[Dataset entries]
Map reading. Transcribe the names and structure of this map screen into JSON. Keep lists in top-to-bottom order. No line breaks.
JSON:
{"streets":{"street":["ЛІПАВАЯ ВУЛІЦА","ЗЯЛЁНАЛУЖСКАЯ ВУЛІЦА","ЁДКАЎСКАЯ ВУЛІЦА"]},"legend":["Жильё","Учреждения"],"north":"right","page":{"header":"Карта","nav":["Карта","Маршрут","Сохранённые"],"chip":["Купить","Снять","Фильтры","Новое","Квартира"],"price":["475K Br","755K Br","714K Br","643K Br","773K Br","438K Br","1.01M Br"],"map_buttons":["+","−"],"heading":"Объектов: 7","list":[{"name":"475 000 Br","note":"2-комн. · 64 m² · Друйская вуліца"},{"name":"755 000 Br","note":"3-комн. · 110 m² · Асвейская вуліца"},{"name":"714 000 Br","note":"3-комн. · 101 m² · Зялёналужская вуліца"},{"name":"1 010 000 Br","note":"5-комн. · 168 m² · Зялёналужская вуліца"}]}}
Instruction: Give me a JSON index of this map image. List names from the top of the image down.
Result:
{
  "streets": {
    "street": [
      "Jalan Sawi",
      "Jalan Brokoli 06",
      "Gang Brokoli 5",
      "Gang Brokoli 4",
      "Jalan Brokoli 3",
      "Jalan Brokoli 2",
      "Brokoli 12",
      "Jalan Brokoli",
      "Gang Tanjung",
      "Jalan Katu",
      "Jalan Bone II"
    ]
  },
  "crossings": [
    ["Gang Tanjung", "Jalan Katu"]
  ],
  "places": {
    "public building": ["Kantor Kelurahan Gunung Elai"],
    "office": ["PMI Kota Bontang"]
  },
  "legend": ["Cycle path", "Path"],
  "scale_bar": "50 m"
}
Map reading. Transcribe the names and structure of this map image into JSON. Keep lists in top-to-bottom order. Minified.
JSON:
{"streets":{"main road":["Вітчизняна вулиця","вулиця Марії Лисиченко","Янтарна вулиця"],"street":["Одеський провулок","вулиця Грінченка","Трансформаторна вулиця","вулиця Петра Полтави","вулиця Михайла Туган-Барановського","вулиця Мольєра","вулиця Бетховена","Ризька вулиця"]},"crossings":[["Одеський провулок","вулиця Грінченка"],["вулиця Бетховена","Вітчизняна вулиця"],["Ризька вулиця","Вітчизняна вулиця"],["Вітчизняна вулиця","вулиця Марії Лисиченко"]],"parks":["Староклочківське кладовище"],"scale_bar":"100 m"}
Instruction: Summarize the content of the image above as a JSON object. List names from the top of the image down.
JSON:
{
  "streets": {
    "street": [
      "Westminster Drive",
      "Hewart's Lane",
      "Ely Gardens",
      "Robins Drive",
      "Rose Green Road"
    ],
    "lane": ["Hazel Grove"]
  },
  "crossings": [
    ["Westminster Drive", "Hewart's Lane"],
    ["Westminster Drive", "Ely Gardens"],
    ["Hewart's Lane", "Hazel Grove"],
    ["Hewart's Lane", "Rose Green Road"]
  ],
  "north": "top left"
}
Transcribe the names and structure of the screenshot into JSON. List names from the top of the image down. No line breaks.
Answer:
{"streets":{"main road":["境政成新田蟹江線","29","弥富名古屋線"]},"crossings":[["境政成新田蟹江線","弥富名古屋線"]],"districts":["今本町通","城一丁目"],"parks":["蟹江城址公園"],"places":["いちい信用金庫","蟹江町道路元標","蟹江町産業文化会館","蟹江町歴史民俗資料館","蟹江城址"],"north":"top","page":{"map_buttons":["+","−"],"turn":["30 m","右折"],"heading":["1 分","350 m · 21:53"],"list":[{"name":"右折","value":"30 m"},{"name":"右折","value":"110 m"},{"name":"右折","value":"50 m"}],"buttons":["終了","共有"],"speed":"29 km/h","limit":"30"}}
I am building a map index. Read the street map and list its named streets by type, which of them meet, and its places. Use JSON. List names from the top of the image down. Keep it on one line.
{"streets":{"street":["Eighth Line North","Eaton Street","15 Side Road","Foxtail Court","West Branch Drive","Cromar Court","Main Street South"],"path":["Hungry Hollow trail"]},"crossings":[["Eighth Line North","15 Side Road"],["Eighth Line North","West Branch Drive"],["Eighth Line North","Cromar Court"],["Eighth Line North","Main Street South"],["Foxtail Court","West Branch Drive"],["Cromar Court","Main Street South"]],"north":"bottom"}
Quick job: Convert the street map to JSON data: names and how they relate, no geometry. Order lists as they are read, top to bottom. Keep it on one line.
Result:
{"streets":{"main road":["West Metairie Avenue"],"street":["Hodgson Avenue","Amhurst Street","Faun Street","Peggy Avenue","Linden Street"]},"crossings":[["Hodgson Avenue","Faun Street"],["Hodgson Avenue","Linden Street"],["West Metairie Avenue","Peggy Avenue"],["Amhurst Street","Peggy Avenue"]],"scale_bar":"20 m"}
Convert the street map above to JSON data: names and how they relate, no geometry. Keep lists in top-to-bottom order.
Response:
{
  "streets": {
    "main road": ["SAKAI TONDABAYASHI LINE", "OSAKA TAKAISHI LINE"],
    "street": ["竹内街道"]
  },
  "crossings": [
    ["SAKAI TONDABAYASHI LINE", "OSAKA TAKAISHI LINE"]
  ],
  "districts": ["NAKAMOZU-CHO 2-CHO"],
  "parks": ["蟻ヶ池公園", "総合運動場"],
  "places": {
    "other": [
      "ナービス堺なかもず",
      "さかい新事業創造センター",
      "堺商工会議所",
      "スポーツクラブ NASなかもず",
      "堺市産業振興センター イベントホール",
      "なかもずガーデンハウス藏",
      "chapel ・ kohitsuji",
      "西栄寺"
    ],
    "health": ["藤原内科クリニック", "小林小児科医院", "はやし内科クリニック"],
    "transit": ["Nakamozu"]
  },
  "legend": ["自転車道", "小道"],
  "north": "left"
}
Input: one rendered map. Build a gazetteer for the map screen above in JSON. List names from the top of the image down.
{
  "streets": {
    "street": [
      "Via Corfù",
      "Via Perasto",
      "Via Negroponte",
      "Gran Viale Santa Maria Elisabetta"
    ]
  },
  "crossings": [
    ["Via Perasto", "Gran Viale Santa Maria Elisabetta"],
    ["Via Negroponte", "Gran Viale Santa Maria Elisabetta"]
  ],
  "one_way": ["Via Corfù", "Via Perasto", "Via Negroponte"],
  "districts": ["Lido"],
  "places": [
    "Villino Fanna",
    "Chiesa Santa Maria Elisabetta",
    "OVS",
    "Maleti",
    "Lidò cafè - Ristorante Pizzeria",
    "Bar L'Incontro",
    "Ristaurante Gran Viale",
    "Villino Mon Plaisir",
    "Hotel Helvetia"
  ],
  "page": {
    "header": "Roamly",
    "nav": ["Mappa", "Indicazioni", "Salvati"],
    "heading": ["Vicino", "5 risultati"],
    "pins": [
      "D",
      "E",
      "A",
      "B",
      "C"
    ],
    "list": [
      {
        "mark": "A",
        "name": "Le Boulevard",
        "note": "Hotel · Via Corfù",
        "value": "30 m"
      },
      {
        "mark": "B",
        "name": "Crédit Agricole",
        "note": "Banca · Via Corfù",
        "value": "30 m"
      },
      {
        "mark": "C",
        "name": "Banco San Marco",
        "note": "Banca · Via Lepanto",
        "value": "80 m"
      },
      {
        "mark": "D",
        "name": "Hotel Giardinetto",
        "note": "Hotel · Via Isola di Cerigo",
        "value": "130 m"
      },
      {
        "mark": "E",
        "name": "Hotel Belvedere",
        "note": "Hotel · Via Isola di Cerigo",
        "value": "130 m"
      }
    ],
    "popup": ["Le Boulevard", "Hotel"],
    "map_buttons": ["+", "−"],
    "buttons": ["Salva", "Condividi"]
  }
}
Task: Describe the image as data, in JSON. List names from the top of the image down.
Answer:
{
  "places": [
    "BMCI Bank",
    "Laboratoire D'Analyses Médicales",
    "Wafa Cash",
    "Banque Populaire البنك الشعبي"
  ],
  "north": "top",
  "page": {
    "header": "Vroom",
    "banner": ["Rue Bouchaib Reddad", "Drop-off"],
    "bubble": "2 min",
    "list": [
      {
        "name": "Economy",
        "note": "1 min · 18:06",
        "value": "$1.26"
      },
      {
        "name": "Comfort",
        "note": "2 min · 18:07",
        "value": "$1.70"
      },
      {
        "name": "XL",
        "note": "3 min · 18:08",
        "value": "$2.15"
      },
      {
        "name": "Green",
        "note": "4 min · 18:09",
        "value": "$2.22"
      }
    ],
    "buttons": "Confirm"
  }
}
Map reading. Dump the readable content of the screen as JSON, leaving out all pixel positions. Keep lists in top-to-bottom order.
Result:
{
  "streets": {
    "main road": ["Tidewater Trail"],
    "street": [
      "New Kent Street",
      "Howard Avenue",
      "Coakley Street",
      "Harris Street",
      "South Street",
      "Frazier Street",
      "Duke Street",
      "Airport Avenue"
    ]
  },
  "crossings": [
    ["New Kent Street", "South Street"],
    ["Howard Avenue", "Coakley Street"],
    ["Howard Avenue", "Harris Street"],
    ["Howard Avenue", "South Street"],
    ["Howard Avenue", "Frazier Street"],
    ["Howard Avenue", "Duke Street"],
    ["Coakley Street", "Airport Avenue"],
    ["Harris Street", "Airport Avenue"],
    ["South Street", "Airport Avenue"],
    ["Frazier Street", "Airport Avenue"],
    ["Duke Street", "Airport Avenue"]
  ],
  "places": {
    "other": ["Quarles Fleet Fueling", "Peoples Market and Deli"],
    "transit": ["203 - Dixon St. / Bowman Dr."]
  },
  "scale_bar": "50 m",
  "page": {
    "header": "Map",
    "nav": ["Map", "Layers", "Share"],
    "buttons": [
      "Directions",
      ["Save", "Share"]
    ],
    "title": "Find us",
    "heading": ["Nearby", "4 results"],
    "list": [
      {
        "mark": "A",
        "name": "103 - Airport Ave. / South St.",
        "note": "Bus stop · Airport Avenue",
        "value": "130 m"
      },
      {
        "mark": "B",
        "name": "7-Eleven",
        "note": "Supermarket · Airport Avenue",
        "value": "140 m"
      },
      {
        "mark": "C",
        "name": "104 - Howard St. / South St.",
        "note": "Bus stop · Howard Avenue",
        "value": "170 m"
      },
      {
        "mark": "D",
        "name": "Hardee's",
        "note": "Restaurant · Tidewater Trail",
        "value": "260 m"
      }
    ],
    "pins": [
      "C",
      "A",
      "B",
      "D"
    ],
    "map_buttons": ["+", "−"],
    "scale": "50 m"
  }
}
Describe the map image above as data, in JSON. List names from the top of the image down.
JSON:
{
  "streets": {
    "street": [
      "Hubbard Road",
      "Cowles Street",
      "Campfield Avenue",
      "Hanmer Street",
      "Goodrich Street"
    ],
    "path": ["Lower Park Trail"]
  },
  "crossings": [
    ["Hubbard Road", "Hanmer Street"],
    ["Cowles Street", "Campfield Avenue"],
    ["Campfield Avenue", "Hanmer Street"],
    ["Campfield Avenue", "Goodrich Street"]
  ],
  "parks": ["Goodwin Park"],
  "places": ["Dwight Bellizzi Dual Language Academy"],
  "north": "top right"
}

◆ Problem requirements
The lines to extract from the data above begin with the line containing "Instruction: Give me" and end with the line containing "top-to-bottom order. Minified.". Extract them exactly, including both.

◆ Response
Instruction: Give me a JSON index of this map image. List names from the top of the image down.
Result:
{
  "streets": {
    "street": [
      "Jalan Sawi",
      "Jalan Brokoli 06",
      "Gang Brokoli 5",
      "Gang Brokoli 4",
      "Jalan Brokoli 3",
      "Jalan Brokoli 2",
      "Brokoli 12",
      "Jalan Brokoli",
      "Gang Tanjung",
      "Jalan Katu",
      "Jalan Bone II"
    ]
  },
  "crossings": [
    ["Gang Tanjung", "Jalan Katu"]
  ],
  "places": {
    "public building": ["Kantor Kelurahan Gunung Elai"],
    "office": ["PMI Kota Bontang"]
  },
  "legend": ["Cycle path", "Path"],
  "scale_bar": "50 m"
}
Map reading. Transcribe the names and structure of this map image into JSON. Keep lists in top-to-bottom order. Minified.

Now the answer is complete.